De acuerdo a semejante visión disponemos de dos mundos: el del sueño, la palabra y la felicidad de un lado y el de la vigilia, el cuerpo y el esfuerzo por otro. Sucede que somos naturales de éste y, seguramente por eso, apetecemos aquél... claro que quien haya tenido la fortuna de tocar puerto en este dulce ensueño ¿por qué tendría que abandonarlo? Tendrá que hacerlo por no ser hijo de aquella patria. Eso, desde luego, no obsta para que, al marchar, sea invadido por un sentimiento de nostalgia.

37

El gran poeta se ha mostrado como tal regalándonos una explicación tan eficaz como hermosa de algo dicho y repetido de mil y una maneras: que la palabra es rasgo distintivo del humano. El reto se presenta ante quien considera todo esto como fantasías de poeta sin más valor que el del mero pasatiempo. ¿Sus argumentos? Probablemente ni se molestaría en ir más allá de demandar a cualquiera que asienta emocionado a lo que dice el poeta una definición de palabra inequívoca, algo parecido al 37 al que alude Frege cuando escribe: Reloj

[Muchas personas] no consultan un diccionario como lo hacen cuando consultan un libro de historia sino más bien como si se tratara de un libro de tablas matemáticas...Como la raíz cuadrada de 1369 es y siempre será 37, independientemente de lo que cualquier persona haya pensado, dicho o hecho, y este dato está sin duda correctamente registrado en nuestro libro de tablas matemáticas, del mismo modo los hombres piensan que el significado de una palabra es y será siempre el mismo, sin tener en cuenta como han hablado o escrito los hombres en el pasado, y que ese significado eterno e independiente está perfectamente asentado en nuestro diccionario.

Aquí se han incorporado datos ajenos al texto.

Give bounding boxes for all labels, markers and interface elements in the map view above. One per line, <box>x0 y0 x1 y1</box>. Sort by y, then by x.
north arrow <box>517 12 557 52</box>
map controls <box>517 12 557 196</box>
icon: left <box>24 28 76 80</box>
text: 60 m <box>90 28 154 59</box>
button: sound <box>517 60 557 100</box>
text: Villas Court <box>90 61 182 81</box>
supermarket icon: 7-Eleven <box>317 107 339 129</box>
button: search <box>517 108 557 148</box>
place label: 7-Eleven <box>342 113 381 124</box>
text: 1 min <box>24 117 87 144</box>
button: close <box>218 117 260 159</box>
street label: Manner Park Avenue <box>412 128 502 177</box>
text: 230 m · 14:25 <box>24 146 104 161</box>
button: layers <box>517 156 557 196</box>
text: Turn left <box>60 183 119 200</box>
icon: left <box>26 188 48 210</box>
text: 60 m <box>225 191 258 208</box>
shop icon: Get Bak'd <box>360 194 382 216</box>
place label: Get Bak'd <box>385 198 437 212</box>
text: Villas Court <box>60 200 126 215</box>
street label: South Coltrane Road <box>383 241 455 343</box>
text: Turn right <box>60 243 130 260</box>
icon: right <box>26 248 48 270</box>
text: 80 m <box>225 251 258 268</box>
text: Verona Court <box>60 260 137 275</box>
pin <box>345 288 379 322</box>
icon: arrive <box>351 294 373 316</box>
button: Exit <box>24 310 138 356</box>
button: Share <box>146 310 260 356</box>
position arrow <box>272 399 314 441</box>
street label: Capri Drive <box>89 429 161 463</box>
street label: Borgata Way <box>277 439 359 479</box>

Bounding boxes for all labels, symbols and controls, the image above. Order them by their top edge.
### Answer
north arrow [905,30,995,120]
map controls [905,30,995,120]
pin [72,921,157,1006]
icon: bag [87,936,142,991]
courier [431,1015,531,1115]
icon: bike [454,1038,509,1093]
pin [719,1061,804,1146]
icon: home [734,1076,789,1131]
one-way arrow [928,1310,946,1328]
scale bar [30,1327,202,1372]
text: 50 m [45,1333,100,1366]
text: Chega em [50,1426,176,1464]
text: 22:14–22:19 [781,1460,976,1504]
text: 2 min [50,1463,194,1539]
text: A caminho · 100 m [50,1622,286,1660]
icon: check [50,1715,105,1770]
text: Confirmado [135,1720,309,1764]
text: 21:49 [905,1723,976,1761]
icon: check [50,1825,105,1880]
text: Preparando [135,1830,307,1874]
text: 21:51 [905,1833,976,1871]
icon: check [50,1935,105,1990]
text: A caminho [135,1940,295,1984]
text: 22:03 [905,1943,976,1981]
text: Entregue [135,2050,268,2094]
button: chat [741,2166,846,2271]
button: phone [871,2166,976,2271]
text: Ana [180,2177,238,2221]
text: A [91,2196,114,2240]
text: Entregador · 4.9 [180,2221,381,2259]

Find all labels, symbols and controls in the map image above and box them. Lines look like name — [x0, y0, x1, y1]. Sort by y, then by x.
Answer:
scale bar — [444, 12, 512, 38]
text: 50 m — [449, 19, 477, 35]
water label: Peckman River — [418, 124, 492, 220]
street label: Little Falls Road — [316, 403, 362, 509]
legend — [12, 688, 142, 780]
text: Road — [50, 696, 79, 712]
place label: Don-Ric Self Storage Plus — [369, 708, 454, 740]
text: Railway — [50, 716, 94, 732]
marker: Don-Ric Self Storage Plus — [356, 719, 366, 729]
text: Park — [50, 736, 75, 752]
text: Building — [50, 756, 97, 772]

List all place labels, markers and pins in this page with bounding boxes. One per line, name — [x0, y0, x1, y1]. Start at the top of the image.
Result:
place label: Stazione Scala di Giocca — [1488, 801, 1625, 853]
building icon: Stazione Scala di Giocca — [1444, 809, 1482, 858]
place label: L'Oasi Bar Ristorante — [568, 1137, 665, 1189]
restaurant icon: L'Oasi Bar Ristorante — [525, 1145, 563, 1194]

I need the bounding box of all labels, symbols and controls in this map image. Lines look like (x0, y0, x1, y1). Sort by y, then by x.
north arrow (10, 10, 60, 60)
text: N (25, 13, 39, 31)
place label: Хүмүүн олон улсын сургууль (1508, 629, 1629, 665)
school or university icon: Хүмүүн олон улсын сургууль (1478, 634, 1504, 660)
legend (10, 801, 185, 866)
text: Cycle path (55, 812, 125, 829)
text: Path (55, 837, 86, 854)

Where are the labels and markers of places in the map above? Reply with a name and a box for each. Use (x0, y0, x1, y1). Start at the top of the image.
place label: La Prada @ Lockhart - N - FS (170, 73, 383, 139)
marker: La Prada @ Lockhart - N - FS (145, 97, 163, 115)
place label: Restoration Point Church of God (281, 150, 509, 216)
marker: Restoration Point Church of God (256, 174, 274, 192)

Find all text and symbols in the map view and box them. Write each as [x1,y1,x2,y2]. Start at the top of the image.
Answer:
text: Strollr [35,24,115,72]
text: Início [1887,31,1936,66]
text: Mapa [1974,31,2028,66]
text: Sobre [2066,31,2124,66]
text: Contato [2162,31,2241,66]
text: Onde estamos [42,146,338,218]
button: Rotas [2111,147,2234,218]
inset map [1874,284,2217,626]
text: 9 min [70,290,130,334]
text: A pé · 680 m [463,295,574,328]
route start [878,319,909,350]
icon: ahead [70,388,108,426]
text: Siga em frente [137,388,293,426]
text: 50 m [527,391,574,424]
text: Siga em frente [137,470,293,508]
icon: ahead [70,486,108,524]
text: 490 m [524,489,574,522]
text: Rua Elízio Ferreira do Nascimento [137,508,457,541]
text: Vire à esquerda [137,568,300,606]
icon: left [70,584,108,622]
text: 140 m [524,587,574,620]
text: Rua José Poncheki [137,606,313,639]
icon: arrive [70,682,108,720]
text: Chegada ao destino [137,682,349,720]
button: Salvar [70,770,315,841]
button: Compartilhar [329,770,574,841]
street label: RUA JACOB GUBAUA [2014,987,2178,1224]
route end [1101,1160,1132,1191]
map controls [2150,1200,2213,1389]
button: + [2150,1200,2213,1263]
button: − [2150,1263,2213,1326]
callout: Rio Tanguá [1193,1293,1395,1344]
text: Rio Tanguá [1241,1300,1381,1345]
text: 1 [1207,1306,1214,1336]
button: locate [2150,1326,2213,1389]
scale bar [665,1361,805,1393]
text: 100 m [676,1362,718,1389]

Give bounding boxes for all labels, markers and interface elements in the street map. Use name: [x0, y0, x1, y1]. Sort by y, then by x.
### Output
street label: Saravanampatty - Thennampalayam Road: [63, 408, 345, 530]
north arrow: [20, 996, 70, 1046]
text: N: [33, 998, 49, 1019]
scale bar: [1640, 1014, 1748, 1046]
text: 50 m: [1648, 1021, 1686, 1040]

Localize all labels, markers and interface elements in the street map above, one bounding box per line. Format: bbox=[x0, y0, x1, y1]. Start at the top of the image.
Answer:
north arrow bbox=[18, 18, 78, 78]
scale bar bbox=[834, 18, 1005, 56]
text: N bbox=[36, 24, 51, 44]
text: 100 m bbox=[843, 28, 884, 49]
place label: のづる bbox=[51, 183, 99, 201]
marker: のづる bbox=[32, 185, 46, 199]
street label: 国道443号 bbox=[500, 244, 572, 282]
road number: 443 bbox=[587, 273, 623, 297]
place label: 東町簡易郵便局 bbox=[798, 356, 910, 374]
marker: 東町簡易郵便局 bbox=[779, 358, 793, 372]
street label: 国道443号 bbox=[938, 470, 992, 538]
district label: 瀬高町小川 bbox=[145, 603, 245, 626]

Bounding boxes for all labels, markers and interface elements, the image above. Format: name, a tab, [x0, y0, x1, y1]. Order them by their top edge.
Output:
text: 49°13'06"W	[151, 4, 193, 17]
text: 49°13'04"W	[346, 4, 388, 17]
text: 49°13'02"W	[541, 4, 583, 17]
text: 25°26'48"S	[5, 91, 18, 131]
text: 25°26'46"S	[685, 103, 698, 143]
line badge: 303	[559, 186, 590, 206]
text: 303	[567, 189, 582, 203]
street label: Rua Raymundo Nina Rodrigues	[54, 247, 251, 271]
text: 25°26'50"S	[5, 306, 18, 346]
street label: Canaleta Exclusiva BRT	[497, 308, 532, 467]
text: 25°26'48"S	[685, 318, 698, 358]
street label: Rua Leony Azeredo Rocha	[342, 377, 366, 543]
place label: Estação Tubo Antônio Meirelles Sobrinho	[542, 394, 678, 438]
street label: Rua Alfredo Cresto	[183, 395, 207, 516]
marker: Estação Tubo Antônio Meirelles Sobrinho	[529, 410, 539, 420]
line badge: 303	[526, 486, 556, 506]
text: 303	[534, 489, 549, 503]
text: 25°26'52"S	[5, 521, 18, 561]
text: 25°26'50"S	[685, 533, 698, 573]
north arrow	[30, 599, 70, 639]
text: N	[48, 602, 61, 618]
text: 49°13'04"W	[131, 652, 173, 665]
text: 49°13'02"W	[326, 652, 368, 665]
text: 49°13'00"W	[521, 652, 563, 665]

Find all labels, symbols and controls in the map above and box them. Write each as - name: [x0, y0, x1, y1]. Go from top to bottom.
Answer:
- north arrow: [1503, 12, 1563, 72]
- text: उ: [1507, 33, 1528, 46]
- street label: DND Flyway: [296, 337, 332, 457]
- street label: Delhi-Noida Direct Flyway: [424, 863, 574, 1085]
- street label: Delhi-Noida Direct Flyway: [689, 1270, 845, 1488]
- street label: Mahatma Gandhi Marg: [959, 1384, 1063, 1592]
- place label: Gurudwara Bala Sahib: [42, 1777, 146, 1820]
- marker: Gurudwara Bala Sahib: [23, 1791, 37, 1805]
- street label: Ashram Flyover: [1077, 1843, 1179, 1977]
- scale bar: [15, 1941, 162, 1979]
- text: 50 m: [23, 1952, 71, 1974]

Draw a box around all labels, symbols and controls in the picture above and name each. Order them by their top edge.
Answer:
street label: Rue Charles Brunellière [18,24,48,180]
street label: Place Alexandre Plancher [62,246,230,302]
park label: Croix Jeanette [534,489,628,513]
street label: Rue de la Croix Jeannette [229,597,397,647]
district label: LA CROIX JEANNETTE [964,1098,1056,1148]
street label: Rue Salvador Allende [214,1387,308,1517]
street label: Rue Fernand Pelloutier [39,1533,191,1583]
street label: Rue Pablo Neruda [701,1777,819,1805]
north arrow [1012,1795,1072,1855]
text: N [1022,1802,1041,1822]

Así como un ingeniero que se aparta de las tablas matemáticas termina por fracasar, la gente cree que un escritor o un orador que se opone al diccionario también fracasa.2
¿Qué podríamos decirle a quien así objetara? ¿Que debe leer el Evangelio de San Juan y que más que como sustantivo debería entender la palabra como verbo? ¿Que el ser humano carente de palabra no es humano? ¡Si hasta los animales apartados de su grupo social sufren problemas equivalentes a los humanos en esa situación! ¿Acaso se parece algo de todo esto al 37 de Frege? ¿Botones de muestra? Ahí va un pequeño cuarteto:

  1. el ser vivo --y el ser humano también, claro-- aparece en el mundo en el nacimiento y sale de él en la muerte. Lo curioso del caso es que nacimiento y muerte sólo apelan la reflexión cuando conciernen al propio ser humano por la dimensión trascendental que afirma poseer; nuestra palabra es, precisamente, argumento esencial en la defensa de esa dimensión.
  2. el ser humano constata el orden del mundo, un orden al que él no llega ni de lejos y ante el que se tiene que limitar a ser sujeto pasivo. Por otro lado también constata que, a lo que alcanza, ese orden del mundo que vive está conformado alrededor de su propia verbalización. Se pregunta entonces si será producto de algún ser mucho más poderoso que él (y, claro está, de una palabra mucho más potente...insiste San Juan).
  3. el ser humano es testimonio vivo de que eso es así ya que es incapaz del menor acto de autosuficiencia hasta mucho después de su nacimiento y necesita organizarse de manera óptima para asegurar supervivencia y propagación de la especie. Herramienta fundamental en la obtención de estos resultados es la palabra, y lo es hasta el punto de que al ser humano le costará mucho trabajo reconocer como iguales a aquéllos que, aún manejándola, no la utilizan igual que él.
  4. La cosa llega a tal extremo que incluso es la palabra armonizada en el canto --el del viajero que, camino adelante, canta por el mero placer de escucharse a sí mismo, por ejemplo-- la herramienta de orden que el ser humano utiliza para reconocerse, para armonizarse consigo mismo...3
A excepción de esta última --es obvio que el hombre no ha sentido nunca especial placer por la soledad, pero ése es otro problema-- las otras tres son cuestiones más que sabidas y las podemos encontrar planteadas en términos capaces de satisfacer los gustos más rebuscados o extravagantes pero, ¿y las respuestas? Es fácil sumarse a aquéllos que afirman que la palabra es el rasgo distintivo del ser humano, desde luego pero, ¿y la objeción del poco interesado en poesía? Porque, además de estar muy lejos de esa falta de equivocidad que tanto nos gusta, resulta que las múltiples definiciones de palabras que hay no brindan soluciones sino que presentan problemas, y problemas esenciales.

dios

La cosa no sólo no queda ahí sino que se embrolla al infinito cuando determinadas gentes tienen la ocurrencia de absolutizar esa palabra deificándola; y es que, si todo lo que se dice que es palabra de Dios en efecto lo es --¡Dios nos guarde de que así sea!-- se concluiría de ello que el ser así denominado sería un humorista que, usando una expresión suave, bien podríamos calificar de discutible gusto. Por eso parece prudente dejar a Dios y Su palabra en paz y centrarse en ese otro dios --así, con minúscula-- que de hecho es la palabra humana. En semejante ubicación mental hay que atender una pregunta obvia, ¿qué es palabra?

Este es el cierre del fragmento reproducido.